I just tried for a few minutes, so it’s not perfect. Also, I would use “reference markers” to improve the Stride Bone LocY IPO curve instead of just trial and error.

http://users.xplornet.com/~gimble/strideproblem_04.blend

As mstram said, I found it kind of funny that the blend file was ~12MB for just an armature. As soon as I saved it, the file size dropped to about 5MB. Seems like there was some packed textures in it.

Also, it seemed your Armature had some rotations in Object mode: RotX 90 degrees and RotZ < 1 degree.
I’ve always found it best to zero out any rotations and ensure the scale is equal to 1; otherwise it’s quite a pain to try and fix later.

I thought I had unpacked that. In fact, I know I tried to. I guess I need to go over the steps of how to unpack something properly. The version on my hard drive is about 5 mb.

  1. Your Stride Bone is backwards, and

Hmm. Yeah, it is. Unfortunately, that’s not how I started. I was having the same problem before I rotated the stride bone in edit mode and rekeyed the movements in an attempt to sort things out.

  1. the stride bone curve needs a little more tweaking.

Ah. I’m looking at your file now, and it’s clear to me that I have not been understanding the point of the stride bone at all.

I thought the stride bone was to represent the point of contact between the armature and the ground. The stride bone you’ve got trails behind the figure. And… I have no idea what it represents.

Okay. I guess I have to get back to your tutorial, because I clearly have no idea what is going on here.

Thanks very much for the responses.

Ah!!! Hang on! I think I’ve understood Malefico’s method. If I’m right, then I wasn’t as wrong as I thought… My bone isn’t backwards by this method, I think I understand the empty use…

Yep. Got it. Gimble, I don’t actually understand your way of keying the stride bone with tip backwards, but with tip forwards, I understand. The first contact foot is keyed exactly as I had thought, with the contact points represented by the stride bone. But the second contact foot is keyed (using a couple empties as standins) with the stride bone trailing out one stride-length behind the figure, representing the contact points, but offset by a stride.

Yes!

Thanks for all your comments, guys. Sorry to be so slow on the uptake.

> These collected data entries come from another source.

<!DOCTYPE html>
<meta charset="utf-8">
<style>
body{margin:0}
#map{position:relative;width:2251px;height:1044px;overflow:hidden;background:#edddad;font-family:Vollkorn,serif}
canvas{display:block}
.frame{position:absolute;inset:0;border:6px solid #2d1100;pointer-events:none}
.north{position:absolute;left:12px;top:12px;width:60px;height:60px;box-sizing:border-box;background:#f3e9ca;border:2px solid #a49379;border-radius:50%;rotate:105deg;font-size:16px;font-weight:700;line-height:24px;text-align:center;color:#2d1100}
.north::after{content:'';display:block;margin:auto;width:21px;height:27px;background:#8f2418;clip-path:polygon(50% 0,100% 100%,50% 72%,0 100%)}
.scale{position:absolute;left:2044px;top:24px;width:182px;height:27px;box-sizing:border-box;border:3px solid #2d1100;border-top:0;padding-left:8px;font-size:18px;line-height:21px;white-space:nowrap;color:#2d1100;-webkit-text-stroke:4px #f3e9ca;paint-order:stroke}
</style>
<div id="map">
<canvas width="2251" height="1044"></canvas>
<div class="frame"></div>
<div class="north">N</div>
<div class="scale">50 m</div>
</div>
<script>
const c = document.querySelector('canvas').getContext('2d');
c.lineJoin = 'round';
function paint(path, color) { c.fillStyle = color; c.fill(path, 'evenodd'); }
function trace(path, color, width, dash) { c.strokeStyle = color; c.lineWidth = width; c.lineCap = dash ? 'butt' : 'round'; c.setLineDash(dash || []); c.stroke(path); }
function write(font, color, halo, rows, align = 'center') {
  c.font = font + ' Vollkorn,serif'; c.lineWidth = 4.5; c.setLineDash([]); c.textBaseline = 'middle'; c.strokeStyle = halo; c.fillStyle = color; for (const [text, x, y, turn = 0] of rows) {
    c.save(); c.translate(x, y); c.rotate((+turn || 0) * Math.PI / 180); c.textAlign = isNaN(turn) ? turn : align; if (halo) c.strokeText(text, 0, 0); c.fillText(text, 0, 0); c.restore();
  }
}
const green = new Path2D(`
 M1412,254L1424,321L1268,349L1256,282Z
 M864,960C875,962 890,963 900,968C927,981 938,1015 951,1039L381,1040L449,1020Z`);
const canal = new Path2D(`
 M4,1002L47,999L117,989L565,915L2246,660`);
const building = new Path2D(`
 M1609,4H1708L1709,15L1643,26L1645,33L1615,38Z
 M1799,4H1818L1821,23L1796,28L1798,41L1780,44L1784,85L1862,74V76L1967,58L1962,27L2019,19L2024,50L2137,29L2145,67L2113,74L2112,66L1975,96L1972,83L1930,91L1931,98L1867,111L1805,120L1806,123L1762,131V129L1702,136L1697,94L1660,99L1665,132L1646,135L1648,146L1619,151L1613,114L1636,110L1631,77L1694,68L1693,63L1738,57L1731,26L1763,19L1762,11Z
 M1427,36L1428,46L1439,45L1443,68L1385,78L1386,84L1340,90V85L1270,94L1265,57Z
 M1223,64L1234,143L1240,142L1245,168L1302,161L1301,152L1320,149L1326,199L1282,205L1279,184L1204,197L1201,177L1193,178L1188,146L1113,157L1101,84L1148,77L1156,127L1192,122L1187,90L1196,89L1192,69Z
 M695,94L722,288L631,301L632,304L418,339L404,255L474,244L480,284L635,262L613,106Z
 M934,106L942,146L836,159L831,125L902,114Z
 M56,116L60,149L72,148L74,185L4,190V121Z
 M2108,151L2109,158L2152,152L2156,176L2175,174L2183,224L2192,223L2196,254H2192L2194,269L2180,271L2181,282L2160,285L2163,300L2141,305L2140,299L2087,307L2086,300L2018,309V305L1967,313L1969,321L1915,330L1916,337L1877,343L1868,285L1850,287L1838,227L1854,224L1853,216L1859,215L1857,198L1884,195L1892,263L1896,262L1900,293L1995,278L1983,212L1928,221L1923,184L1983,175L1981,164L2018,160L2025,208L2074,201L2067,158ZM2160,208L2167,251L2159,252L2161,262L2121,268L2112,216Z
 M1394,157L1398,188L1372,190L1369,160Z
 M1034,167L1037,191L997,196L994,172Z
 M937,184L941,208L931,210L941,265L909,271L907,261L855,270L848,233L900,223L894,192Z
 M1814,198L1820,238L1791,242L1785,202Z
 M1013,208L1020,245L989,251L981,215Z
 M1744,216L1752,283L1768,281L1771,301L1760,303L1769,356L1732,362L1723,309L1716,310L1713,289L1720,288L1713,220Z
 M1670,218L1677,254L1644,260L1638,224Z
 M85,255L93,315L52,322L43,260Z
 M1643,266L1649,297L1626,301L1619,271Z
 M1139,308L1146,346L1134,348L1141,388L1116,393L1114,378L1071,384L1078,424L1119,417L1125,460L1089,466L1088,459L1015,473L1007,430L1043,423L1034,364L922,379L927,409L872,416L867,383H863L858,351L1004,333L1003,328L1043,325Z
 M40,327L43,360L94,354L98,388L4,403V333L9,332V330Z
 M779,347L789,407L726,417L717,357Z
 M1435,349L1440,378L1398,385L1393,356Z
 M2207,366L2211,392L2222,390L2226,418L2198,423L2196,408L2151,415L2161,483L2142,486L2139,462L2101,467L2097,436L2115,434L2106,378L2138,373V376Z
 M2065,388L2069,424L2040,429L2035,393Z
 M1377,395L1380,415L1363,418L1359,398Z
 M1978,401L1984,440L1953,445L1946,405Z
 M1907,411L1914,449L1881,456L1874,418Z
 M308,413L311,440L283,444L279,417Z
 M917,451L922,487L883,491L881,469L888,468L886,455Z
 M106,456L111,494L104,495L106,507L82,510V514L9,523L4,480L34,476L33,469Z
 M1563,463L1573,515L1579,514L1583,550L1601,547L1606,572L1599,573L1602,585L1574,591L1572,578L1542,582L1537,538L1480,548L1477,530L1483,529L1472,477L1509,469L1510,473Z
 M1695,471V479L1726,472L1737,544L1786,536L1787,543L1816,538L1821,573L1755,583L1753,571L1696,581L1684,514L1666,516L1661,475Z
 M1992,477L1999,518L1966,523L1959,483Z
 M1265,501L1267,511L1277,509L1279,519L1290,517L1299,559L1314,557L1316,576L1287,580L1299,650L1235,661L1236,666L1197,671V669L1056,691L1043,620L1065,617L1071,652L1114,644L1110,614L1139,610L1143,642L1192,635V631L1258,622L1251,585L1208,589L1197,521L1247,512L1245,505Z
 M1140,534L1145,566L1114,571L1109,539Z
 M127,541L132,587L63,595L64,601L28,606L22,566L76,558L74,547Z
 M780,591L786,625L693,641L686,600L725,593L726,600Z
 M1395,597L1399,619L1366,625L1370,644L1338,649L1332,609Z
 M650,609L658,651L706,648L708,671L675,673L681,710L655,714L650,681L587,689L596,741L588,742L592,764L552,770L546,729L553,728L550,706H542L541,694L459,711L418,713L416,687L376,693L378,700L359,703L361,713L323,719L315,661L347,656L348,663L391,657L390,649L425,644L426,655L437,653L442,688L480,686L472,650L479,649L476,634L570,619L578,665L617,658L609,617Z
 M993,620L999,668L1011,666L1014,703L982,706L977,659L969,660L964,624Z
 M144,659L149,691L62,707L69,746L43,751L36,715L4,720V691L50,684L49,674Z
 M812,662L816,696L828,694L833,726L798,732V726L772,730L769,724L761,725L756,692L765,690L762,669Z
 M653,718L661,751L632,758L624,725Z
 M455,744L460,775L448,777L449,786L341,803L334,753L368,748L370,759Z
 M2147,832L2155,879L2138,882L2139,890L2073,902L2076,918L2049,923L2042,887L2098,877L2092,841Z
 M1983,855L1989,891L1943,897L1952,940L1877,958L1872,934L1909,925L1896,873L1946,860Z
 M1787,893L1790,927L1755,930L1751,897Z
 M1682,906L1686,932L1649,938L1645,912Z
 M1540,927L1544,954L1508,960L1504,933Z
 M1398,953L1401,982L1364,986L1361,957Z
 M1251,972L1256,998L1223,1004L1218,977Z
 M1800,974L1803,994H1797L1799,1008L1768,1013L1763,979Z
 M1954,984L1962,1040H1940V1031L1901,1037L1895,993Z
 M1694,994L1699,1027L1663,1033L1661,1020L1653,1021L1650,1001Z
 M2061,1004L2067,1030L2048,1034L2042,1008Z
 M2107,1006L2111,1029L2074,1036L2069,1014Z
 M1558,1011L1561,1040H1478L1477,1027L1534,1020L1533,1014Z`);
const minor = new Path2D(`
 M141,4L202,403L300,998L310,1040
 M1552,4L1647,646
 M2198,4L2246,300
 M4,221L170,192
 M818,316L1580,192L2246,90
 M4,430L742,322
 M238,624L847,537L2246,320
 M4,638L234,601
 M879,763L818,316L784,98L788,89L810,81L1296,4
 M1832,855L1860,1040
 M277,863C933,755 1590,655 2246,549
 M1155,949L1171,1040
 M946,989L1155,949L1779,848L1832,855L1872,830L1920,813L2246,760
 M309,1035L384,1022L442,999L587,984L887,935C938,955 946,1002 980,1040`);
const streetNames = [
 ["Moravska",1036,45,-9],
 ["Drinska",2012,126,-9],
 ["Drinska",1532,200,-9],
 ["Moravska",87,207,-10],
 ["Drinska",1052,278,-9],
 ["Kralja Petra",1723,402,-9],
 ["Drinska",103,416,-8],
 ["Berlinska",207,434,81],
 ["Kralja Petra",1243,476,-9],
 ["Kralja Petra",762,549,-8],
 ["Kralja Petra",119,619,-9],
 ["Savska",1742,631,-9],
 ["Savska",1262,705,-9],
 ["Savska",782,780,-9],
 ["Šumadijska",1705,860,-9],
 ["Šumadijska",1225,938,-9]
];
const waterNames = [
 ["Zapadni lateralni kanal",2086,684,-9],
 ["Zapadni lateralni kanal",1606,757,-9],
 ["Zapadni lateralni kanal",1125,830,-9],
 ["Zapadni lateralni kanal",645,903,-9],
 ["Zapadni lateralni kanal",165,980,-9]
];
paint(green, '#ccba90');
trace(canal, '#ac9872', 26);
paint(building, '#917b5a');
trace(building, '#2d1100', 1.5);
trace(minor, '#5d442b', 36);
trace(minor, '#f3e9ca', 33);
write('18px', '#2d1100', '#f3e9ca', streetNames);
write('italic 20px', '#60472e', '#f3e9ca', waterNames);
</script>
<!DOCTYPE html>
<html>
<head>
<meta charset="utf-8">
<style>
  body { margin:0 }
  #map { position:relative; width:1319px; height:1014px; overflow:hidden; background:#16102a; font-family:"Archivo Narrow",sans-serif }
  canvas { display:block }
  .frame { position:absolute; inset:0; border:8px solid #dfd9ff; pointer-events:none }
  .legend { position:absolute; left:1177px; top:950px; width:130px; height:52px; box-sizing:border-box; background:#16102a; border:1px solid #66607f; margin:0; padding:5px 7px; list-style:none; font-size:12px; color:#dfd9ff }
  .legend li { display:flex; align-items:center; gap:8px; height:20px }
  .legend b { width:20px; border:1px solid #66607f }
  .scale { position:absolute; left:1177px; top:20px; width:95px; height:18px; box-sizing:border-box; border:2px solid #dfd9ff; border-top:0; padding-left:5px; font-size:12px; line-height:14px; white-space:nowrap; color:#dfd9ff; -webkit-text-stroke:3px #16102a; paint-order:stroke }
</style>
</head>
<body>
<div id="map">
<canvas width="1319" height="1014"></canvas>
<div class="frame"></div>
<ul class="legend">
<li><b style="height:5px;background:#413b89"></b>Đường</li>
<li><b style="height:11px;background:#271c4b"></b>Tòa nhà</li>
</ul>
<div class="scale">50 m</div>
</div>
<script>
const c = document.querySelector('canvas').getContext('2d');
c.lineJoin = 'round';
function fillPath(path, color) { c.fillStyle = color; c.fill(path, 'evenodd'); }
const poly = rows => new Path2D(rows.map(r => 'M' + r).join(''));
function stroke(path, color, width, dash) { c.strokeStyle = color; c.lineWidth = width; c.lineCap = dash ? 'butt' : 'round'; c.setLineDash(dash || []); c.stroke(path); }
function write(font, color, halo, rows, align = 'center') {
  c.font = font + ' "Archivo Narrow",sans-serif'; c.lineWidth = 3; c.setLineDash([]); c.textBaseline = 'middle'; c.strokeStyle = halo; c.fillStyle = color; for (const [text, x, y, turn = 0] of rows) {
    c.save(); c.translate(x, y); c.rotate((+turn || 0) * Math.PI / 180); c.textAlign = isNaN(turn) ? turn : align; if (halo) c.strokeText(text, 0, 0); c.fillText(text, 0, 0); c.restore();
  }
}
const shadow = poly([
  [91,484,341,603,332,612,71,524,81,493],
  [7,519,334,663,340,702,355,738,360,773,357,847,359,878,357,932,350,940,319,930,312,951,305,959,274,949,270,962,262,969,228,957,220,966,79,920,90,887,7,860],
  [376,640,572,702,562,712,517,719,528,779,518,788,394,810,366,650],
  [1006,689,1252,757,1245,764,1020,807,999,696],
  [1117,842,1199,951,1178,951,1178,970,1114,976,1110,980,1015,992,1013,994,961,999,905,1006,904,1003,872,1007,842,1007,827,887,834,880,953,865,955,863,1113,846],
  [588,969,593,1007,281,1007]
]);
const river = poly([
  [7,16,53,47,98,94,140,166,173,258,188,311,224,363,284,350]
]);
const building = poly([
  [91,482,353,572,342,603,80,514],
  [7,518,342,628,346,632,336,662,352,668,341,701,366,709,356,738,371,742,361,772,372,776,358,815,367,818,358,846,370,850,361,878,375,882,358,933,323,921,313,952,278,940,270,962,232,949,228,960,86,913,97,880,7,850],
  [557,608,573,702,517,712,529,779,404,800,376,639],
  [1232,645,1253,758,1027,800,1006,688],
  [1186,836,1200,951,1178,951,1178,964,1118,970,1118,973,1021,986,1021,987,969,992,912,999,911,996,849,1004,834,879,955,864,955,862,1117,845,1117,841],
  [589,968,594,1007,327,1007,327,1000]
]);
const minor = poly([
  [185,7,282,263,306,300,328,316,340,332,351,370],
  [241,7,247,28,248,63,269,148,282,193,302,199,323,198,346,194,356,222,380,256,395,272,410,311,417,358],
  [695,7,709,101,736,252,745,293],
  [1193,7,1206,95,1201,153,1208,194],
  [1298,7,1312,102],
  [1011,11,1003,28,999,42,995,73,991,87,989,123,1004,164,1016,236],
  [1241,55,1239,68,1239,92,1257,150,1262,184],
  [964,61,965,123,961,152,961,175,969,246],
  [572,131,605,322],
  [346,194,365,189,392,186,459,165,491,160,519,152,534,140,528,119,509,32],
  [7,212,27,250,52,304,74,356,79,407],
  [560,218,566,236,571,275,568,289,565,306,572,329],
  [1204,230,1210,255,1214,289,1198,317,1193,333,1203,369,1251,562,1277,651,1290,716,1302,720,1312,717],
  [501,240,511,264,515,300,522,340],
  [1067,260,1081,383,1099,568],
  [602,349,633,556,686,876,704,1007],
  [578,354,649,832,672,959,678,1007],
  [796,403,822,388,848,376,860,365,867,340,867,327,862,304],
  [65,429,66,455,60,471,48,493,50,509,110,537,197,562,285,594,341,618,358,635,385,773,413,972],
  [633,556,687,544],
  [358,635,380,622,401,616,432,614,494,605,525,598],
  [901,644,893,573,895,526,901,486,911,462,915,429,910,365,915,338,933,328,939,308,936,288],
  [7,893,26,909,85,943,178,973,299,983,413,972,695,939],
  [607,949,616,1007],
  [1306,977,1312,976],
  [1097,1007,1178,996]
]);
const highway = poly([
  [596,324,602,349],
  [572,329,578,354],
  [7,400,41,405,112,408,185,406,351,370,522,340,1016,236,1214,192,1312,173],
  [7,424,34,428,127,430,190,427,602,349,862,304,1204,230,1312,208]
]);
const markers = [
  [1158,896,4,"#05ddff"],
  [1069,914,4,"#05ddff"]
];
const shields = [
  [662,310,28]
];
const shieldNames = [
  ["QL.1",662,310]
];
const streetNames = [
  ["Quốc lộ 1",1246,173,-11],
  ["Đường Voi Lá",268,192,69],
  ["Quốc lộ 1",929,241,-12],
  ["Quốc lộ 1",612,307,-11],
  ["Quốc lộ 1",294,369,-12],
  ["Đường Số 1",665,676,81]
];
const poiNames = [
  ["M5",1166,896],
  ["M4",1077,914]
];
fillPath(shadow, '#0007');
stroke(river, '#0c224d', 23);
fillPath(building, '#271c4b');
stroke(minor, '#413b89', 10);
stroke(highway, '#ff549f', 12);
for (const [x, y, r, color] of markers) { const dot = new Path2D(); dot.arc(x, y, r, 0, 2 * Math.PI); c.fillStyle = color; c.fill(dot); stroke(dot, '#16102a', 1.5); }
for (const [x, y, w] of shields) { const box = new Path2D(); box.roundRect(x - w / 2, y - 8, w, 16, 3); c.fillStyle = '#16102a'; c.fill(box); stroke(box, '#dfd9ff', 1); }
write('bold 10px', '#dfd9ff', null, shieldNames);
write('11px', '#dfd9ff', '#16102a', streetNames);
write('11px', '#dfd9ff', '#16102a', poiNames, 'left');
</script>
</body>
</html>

I might be wrong (yes, I did just write that :slight_smile: ) but my understanding of the stride bone is that it has nothing as such to do with the contact but merely adjusts the forward speed of the armature (via the root bone, whichever bone that be).

Ordinarily, the armature would travel along the curve at an even speed from start to end but a good walk-cycle requires that the speed change slightly as weight shifts from foot to foot. By keying the stride bone at the various contact points, the NLA is able to repeatedly adjust the forward speed along the curve.

At least, that’s my guess. It’s similar, I believe, to my recent solution to rotating a cube using a shifting empty where the empty takes control of the cube’s otherwise normal rotation.

Yes, you’re right the Stride Bone should be pointing forward for your Blender file.

Usually forward pointing -> negatively sloped LocY IPO curve
rearward pointing -> positively sloped LocY IPO curve.

I guess it is important when it comes time to do the alignment part (which I skipped and just did a quick and dirty trial and error method :slight_smile: )

Well I had a long explanation before, but I got logged off for some strange reason…

Anyhow, glad you have it working.

Do you think you can post (a compressed nonpacked !) version of your “fixed” file? (shouldn’t really be any bigger than ~200k or so for just an armature !) I still don’t understand the stride bone, but if I can compare your previous file to one you have working it might make sense to me.